Some random thoughts about the Google File System:

  • It uses libraries which must be linked into applications instead of standard VFS/vnode layer integration. In some people’s opinions (including mine, most of the time) this means it’s not really a filesystem.
  • Certain decisions, such as the lack of data consistency or appends occurring “at least once”, make it unsuitable for a large variety of potential applications.
  • The master/client relationship very closely resembles that used in HighRoad (my second-to-last project at EMC) except for the aforementioned lack of OS integration. In particular, the I/O flow description in section 2.3 and the use of leases as described in section 3.1 look extremely familiar to me.

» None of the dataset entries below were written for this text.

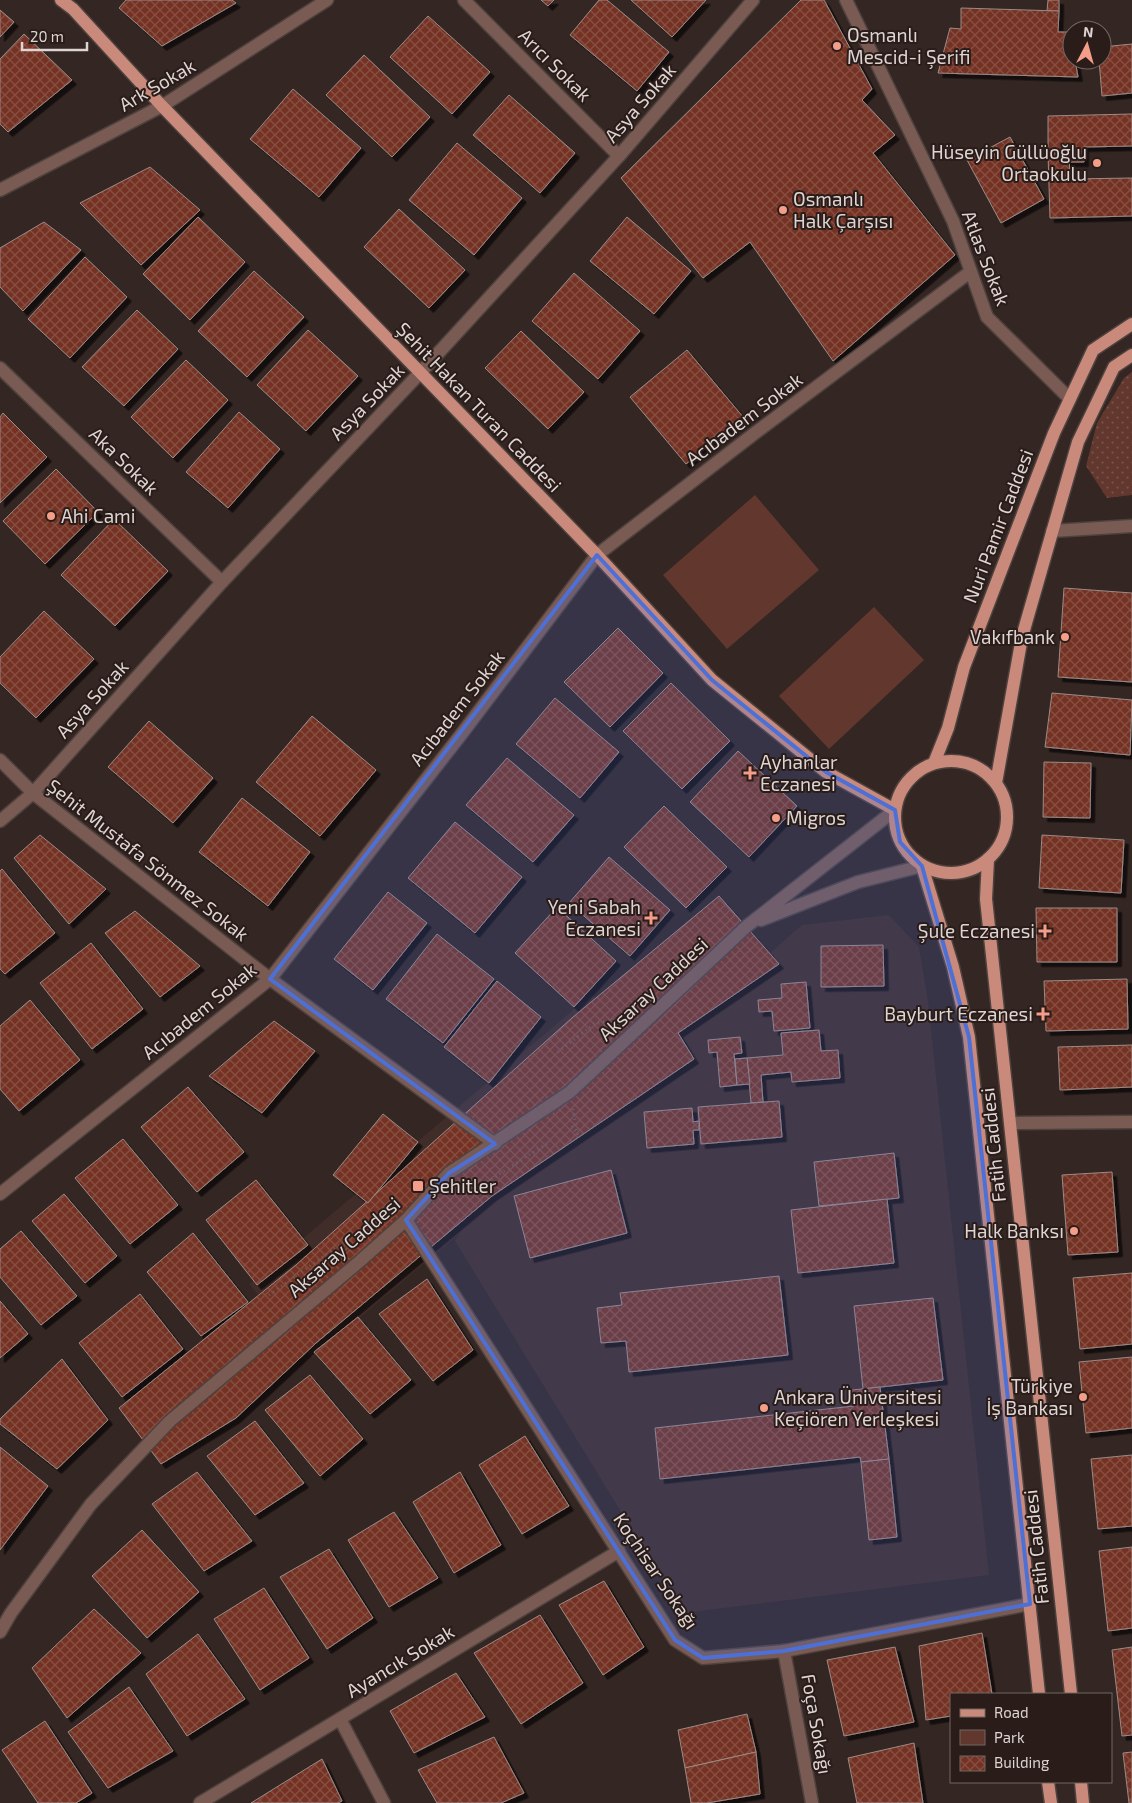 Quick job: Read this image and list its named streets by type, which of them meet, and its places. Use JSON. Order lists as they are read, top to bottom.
{
  "streets": {
    "main road": ["Şehit Hakan Turan Caddesi", "Nuri Pamir Caddesi", "Fatih Caddesi"],
    "street": [
      "Arıcı Sokak",
      "Ark Sokak",
      "Asya Sokak",
      "Atlas Sokak",
      "Acıbadem Sokak",
      "Aka Sokak",
      "Şehit Mustafa Sönmez Sokak",
      "Aksaray Caddesi",
      "Koçhisar Sokağı",
      "Ayancık Sokak",
      "Foça Sokağı"
    ]
  },
  "crossings": [
    ["Arıcı Sokak", "Asya Sokak"],
    ["Ark Sokak", "Şehit Hakan Turan Caddesi"],
    ["Asya Sokak", "Şehit Hakan Turan Caddesi"],
    ["Asya Sokak", "Aka Sokak"],
    ["Asya Sokak", "Şehit Mustafa Sönmez Sokak"],
    ["Atlas Sokak", "Acıbadem Sokak"],
    ["Atlas Sokak", "Nuri Pamir Caddesi"],
    ["Şehit Hakan Turan Caddesi", "Acıbadem Sokak"],
    ["Şehit Hakan Turan Caddesi", "Nuri Pamir Caddesi"],
    ["Şehit Hakan Turan Caddesi", "Aksaray Caddesi"],
    ["Şehit Hakan Turan Caddesi", "Fatih Caddesi"],
    ["Acıbadem Sokak", "Şehit Mustafa Sönmez Sokak"],
    ["Nuri Pamir Caddesi", "Aksaray Caddesi"],
    ["Nuri Pamir Caddesi", "Fatih Caddesi"],
    ["Şehit Mustafa Sönmez Sokak", "Aksaray Caddesi"],
    ["Aksaray Caddesi", "Fatih Caddesi"],
    ["Aksaray Caddesi", "Koçhisar Sokağı"],
    ["Fatih Caddesi", "Koçhisar Sokağı"],
    ["Koçhisar Sokağı", "Ayancık Sokak"],
    ["Koçhisar Sokağı", "Foça Sokağı"]
  ],
  "places": {
    "other": [
      "Osmanlı Mescid-i Şerifi",
      "Hüseyin Güllüoğlu Ortaokulu",
      "Osmanlı Halk Çarşısı",
      "Ahi Cami",
      "Vakıfbank",
      "Migros",
      "Halk Banksı",
      "Türkiye İş Bankası",
      "Ankara Üniversitesi Keçiören Yerleşkesi"
    ],
    "health": [
      "Ayhanlar Eczanesi",
      "Yeni Sabah Eczanesi",
      "Şule Eczanesi",
      "Bayburt Eczanesi"
    ],
    "transit": ["Şehitler"]
  },
  "legend": ["Road", "Park", "Building"],
  "scale_bar": "20 m",
  "north": "top"
}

  • The client/chunkserver relationship closely resembles that of the distributed block store that was my last project at EMC, except that it’s at a much coarser granularity and non-consistent.
  • Based on my own experience implementing versions of both layers, I can say with confidence that they need not be implemented together. In fact, doing so is IMO a mistake; separating these two functions makes for a much more maintainable system, and allows the lower layer to be used by things other than filesystems as well.

It might sound like I’m dismissing GoogleFS (sorry guys, but the name GFS is already taken and it’s obnoxious for you to reuse it like that). That’s really not the case. Nobody knows as well as I do what a bitch it can be to make something like this work, and my hat’s off to anybody who can do it even if they sidestep the kernel-integration and consistency parts. The atomic-append piece makes a great deal of sense in general, and particularly for their application. There’s a lot of good work here. The above are just the things that first struck me as a read the paper.